Re: SATA-performance: Linux vs. FreeBSD

From: Martin A. Fink
Date: Tue Feb 13 2007 - 04:34:46 EST


Am Montag, 12. Februar 2007 20:08 schrieben Sie:
> On Mon, 12 Feb 2007 18:56:29 +0100
> "Martin A. Fink" <fink@xxxxxxxxxx> wrote:
>
> > I have to store big amounts of data coming from 2 digital cameras to disk.
> > Thus I have to write blocks of around 1 MB at 30 to 50 frames per second
for
> > a long period of time. So it is important for me that the harddisk drive
is
> > reliable in the sense of "if it is capable of 50 MB/s then it should
operate
> > at this speed. Constantly."
>
> Hard disks don't do this. They support operations/second based upon
> physical and rotational latency constraints, vibration levels, mechanism,
> internal layout policy and the need to do housekeeping.

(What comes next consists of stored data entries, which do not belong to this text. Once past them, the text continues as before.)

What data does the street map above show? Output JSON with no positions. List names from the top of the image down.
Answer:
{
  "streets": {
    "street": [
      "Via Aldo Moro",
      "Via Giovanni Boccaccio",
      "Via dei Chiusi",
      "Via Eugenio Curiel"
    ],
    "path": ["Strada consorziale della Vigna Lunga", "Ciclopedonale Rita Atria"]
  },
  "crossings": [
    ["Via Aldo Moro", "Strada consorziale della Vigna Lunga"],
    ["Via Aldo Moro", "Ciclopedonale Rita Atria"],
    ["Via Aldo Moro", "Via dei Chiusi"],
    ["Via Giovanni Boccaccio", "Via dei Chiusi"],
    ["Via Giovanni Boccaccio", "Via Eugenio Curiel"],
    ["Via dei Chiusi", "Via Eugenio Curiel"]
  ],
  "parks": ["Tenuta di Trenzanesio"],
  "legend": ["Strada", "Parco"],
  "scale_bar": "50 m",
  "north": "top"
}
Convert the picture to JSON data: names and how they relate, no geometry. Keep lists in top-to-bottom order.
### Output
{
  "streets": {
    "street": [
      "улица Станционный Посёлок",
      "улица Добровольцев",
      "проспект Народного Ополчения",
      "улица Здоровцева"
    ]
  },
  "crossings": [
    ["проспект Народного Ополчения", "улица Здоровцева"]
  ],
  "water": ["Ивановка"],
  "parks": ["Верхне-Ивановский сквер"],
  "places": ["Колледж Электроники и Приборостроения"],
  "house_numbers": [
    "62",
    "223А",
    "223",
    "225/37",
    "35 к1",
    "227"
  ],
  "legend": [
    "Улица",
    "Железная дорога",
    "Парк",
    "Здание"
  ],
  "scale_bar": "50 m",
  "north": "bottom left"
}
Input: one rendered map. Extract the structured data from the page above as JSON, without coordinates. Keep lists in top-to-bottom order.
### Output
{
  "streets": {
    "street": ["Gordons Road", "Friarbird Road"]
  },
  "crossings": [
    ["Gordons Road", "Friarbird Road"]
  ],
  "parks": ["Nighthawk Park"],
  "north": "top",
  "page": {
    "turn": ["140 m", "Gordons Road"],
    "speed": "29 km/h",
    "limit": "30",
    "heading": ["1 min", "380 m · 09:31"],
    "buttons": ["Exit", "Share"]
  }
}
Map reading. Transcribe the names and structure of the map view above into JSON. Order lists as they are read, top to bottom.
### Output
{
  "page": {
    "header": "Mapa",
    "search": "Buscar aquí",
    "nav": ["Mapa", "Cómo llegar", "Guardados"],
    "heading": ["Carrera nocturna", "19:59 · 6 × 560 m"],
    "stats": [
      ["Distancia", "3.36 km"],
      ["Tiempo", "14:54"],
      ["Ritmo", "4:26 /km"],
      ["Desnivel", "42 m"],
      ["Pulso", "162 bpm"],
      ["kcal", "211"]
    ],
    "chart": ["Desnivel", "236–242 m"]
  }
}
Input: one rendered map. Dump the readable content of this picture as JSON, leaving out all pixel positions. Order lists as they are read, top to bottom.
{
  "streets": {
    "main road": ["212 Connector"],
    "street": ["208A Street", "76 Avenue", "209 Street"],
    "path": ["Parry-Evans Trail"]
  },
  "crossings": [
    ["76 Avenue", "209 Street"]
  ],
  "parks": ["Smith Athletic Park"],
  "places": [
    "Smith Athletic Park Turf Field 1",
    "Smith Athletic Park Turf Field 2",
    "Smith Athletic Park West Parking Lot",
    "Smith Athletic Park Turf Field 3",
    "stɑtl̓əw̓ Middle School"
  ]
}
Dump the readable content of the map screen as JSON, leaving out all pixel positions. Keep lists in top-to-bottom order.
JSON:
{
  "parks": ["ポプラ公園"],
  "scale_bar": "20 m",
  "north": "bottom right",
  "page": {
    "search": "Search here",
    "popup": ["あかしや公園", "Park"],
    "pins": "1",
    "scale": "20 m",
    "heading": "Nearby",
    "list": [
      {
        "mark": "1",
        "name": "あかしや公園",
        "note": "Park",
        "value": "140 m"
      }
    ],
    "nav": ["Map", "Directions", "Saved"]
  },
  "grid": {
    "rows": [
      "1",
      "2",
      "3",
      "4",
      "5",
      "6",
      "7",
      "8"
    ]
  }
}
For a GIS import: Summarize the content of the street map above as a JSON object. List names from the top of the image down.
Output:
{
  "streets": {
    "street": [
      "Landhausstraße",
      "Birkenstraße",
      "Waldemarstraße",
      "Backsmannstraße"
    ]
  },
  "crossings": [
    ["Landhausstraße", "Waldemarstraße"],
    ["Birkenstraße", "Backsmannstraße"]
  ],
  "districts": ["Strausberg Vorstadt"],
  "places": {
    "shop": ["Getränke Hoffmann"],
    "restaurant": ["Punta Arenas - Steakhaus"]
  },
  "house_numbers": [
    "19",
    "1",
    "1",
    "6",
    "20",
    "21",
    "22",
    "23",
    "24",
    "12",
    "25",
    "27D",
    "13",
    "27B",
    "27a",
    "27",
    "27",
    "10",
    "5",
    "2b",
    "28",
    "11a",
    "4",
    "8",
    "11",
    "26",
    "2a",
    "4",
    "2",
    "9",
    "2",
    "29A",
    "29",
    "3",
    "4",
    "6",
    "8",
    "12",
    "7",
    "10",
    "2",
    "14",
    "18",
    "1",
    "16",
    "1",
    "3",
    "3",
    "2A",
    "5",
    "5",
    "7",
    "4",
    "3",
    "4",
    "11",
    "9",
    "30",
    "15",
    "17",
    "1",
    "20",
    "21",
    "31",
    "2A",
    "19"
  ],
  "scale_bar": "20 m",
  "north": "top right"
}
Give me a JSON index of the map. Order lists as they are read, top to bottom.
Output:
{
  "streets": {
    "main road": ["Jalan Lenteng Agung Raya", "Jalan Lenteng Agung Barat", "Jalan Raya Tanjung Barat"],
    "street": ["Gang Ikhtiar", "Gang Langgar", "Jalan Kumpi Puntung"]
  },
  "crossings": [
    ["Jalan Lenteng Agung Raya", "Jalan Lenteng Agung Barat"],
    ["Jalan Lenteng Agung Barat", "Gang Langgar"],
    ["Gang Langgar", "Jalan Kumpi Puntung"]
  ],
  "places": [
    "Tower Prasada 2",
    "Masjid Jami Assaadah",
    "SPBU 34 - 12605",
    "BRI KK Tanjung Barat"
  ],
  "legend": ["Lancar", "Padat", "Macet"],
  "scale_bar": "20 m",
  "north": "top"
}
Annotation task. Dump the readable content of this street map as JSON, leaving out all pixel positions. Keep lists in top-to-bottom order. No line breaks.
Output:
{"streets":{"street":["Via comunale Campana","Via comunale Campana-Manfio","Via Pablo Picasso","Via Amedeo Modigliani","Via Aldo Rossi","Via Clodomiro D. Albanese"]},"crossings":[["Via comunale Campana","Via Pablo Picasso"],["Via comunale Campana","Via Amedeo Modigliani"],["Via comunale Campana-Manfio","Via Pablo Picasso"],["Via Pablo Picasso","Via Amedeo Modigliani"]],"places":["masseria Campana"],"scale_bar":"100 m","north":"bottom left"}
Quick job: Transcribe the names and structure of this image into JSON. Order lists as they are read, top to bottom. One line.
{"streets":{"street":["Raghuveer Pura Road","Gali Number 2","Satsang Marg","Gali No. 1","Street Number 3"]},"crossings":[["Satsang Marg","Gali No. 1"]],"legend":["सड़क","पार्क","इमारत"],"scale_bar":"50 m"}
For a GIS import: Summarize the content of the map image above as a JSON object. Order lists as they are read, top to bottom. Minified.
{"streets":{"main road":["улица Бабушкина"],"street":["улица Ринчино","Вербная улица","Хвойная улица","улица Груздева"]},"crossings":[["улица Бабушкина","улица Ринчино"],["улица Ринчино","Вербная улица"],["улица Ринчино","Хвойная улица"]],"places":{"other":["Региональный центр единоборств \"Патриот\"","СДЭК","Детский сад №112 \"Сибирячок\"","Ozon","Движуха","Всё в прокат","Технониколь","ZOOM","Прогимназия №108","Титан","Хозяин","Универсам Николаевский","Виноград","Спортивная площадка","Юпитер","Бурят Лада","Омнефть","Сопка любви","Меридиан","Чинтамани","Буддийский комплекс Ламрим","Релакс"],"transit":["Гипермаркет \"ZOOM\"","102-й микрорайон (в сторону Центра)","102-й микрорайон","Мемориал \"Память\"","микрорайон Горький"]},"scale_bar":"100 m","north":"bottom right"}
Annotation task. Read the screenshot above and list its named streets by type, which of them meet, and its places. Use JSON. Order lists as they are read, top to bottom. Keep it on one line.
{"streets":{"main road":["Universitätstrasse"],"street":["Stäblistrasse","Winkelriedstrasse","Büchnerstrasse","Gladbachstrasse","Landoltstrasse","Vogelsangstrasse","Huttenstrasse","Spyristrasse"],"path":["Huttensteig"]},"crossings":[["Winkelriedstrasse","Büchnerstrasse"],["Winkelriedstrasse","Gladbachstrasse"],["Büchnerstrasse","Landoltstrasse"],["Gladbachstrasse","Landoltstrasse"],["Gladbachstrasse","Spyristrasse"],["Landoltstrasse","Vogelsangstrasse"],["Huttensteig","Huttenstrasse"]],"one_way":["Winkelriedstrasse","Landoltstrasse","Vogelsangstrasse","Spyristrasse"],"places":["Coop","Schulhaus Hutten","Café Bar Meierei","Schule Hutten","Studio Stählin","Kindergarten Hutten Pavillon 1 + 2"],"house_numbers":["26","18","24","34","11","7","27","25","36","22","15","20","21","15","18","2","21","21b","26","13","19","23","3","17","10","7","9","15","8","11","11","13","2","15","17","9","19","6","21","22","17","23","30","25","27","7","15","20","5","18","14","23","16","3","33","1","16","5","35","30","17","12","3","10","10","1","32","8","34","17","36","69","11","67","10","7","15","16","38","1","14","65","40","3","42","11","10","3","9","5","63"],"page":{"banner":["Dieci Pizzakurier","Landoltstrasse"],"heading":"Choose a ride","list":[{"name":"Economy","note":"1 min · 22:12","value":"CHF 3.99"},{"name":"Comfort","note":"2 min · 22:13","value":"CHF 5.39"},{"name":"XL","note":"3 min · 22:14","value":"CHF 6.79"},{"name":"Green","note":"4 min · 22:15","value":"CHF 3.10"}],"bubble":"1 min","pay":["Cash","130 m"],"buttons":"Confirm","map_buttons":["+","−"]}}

Well they do. The Flash disk I have (SATA-I) is capable of 48 MB/s and this
value is reached over the whole disk size by windows as well as by FreeBSD.
See my test results in the first thread.
My Seagate Barracuda Harddisk drive (SATA-II) starts with 76 MB/s and
decreases linearly to 35 MB/s due to the fact that it has to write to a
rotating disk. But on a flash disk there is nothing rotating...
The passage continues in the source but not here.